*YOUR OBJECTIVE*:
Scan the records for the word "bubble". Copy each line that includes it.

*** GIVEN DATA Section Begins ***

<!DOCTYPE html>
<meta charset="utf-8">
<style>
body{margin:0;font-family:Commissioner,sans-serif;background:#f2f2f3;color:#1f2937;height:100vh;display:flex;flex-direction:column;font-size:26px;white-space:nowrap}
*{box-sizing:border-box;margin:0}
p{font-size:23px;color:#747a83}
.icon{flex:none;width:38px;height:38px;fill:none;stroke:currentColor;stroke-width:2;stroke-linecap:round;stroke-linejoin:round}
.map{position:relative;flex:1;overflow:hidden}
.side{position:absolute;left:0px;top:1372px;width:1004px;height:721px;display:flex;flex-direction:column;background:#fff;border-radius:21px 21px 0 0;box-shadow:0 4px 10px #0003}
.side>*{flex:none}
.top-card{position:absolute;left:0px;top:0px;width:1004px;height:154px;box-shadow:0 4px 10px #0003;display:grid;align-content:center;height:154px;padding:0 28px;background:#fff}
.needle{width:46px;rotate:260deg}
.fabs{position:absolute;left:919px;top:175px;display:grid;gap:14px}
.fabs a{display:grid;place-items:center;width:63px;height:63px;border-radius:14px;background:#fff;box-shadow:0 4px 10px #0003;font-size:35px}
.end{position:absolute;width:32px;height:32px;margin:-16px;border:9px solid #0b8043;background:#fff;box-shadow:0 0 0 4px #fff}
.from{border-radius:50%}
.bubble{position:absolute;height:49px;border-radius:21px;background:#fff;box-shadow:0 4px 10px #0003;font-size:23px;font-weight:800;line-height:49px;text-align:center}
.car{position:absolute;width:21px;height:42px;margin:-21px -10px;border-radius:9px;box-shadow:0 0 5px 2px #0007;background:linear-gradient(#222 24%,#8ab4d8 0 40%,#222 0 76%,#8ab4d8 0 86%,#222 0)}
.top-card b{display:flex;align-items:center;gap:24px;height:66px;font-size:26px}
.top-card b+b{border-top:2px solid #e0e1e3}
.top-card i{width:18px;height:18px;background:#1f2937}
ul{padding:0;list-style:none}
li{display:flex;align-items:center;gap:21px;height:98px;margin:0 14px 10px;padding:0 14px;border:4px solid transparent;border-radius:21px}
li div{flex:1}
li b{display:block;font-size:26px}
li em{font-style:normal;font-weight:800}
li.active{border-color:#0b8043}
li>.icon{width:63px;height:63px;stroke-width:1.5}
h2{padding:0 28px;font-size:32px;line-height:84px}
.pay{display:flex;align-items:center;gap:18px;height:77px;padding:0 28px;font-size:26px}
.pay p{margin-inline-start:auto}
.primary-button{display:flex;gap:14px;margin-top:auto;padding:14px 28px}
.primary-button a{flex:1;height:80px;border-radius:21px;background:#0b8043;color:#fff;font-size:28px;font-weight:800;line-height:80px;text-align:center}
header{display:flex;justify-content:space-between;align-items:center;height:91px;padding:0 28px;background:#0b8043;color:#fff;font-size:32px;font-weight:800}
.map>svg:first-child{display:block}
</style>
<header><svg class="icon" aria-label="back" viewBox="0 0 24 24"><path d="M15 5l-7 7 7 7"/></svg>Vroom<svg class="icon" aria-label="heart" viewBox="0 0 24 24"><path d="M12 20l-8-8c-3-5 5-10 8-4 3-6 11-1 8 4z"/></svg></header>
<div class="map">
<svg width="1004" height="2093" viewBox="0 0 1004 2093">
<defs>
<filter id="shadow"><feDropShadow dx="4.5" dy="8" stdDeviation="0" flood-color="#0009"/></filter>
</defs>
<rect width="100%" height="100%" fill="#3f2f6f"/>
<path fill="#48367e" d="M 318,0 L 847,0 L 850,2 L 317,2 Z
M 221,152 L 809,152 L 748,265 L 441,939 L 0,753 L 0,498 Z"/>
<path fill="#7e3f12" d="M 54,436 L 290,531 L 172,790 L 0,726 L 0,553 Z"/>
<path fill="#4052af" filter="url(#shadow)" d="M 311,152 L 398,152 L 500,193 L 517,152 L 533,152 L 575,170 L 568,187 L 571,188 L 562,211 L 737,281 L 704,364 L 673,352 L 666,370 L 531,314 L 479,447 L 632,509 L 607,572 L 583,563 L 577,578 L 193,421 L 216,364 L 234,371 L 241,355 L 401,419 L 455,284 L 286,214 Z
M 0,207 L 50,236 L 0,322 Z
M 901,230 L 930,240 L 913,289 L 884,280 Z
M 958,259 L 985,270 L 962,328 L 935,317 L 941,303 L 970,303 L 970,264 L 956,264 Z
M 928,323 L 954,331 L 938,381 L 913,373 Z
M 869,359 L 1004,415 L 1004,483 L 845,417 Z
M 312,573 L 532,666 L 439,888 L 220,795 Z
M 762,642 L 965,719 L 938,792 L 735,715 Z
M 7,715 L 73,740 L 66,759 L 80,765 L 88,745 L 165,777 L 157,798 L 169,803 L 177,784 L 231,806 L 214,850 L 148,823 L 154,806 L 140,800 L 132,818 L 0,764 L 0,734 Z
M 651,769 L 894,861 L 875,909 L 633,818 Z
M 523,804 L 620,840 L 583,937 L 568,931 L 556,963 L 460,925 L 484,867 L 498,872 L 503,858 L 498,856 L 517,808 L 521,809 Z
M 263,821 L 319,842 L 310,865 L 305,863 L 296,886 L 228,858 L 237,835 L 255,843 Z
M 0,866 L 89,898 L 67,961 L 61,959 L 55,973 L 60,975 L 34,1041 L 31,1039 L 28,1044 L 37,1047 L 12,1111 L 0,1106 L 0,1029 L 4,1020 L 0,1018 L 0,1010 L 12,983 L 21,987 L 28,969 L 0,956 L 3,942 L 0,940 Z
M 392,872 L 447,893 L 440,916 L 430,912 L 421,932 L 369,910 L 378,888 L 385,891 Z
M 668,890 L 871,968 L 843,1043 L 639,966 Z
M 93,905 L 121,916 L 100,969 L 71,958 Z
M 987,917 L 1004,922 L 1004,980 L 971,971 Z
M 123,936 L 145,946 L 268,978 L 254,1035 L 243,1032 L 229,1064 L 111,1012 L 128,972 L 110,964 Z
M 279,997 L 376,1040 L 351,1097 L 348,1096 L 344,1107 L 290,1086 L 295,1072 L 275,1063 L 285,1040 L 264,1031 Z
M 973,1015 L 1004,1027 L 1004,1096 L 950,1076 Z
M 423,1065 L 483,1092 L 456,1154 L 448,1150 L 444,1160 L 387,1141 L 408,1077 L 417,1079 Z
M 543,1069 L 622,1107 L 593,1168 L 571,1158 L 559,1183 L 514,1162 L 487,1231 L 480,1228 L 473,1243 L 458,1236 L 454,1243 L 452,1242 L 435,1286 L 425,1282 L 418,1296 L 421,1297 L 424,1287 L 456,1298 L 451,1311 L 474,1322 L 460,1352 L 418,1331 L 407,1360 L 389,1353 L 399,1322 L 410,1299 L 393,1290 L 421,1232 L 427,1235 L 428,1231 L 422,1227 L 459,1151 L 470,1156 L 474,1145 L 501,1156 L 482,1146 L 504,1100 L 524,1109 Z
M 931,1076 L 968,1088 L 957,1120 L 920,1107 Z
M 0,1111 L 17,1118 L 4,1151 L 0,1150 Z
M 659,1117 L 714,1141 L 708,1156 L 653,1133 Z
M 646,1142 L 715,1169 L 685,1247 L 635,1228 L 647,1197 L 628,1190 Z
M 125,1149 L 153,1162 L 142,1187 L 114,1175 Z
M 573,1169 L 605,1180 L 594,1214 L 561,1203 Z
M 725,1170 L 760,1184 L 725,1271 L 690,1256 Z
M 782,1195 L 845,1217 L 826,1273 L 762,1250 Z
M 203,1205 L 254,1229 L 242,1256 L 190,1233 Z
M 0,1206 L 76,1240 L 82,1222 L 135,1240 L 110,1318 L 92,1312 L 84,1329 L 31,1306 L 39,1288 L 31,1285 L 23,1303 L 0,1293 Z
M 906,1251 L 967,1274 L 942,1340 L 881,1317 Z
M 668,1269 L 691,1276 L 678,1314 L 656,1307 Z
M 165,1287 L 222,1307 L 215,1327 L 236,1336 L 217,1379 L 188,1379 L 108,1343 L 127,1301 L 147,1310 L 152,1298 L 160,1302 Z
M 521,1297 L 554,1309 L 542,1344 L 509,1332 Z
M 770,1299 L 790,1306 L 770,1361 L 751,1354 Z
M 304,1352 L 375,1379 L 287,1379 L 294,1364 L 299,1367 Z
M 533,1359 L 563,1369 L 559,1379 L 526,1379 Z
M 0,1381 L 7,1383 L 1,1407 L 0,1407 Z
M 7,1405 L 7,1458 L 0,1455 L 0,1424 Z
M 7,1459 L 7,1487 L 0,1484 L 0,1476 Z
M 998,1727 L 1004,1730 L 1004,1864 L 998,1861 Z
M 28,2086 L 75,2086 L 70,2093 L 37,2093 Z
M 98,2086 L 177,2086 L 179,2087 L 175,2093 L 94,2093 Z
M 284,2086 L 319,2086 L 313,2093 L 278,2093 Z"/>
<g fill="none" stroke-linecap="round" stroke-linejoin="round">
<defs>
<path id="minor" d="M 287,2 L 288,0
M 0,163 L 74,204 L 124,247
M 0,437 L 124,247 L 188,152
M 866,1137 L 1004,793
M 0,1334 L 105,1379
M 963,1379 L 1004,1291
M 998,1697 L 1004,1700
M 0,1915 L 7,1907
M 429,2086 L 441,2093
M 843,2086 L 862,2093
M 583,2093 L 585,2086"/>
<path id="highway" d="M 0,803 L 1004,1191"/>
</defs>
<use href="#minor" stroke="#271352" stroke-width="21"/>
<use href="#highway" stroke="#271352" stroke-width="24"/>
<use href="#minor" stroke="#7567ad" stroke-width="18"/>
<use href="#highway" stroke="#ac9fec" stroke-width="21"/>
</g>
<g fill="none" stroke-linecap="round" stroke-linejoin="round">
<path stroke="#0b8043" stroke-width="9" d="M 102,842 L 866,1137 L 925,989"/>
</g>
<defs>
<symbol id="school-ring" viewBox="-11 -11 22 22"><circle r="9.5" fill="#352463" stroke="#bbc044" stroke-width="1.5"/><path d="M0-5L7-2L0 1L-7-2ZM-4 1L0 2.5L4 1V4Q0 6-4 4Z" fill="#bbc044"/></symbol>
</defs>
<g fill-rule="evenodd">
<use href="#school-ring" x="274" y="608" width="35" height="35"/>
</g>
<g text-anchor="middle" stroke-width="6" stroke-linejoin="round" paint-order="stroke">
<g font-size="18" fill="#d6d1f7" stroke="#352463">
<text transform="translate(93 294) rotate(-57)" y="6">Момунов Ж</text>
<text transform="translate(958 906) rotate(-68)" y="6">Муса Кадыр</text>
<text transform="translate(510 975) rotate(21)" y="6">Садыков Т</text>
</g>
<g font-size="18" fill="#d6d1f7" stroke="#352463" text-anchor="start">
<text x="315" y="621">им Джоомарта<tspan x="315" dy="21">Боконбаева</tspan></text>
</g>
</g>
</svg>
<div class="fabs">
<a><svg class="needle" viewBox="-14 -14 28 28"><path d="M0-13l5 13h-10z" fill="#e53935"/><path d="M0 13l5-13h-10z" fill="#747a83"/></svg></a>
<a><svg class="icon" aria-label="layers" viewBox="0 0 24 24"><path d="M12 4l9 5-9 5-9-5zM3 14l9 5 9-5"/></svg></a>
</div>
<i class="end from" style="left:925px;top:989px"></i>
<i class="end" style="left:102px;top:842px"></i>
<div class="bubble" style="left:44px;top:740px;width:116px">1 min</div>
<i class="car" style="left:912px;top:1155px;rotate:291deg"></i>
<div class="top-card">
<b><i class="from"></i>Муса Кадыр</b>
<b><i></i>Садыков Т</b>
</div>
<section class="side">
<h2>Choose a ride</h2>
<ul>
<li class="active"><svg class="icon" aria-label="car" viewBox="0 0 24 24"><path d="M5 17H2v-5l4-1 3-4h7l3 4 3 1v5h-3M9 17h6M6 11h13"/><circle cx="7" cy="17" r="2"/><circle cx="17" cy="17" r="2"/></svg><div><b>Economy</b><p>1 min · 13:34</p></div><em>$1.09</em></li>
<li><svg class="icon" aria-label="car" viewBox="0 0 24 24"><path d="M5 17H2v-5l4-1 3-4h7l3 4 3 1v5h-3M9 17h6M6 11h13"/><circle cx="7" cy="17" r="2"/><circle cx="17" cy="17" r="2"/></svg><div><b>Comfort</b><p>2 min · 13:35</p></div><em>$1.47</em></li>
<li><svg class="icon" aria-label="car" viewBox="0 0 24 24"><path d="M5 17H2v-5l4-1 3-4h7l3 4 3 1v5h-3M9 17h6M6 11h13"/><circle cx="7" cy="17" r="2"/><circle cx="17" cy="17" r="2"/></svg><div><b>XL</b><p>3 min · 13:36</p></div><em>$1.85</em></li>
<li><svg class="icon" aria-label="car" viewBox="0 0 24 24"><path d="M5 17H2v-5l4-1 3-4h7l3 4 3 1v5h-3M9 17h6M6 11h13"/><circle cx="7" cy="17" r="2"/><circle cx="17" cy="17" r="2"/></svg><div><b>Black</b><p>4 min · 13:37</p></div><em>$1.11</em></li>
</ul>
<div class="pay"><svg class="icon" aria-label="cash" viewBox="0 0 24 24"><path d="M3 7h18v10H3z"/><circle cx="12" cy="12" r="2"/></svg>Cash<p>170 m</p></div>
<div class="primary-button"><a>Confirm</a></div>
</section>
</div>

*** GIVEN DATA Section Ends ***

*ANSWER TO THE PROBLEM*:
.bubble{position:absolute;height:49px;border-radius:21px;background:#fff;box-shadow:0 4px 10px #0003;font-size:23px;font-weight:800;line-height:49px;text-align:center}
<div class="bubble" style="left:44px;top:740px;width:116px">1 min</div>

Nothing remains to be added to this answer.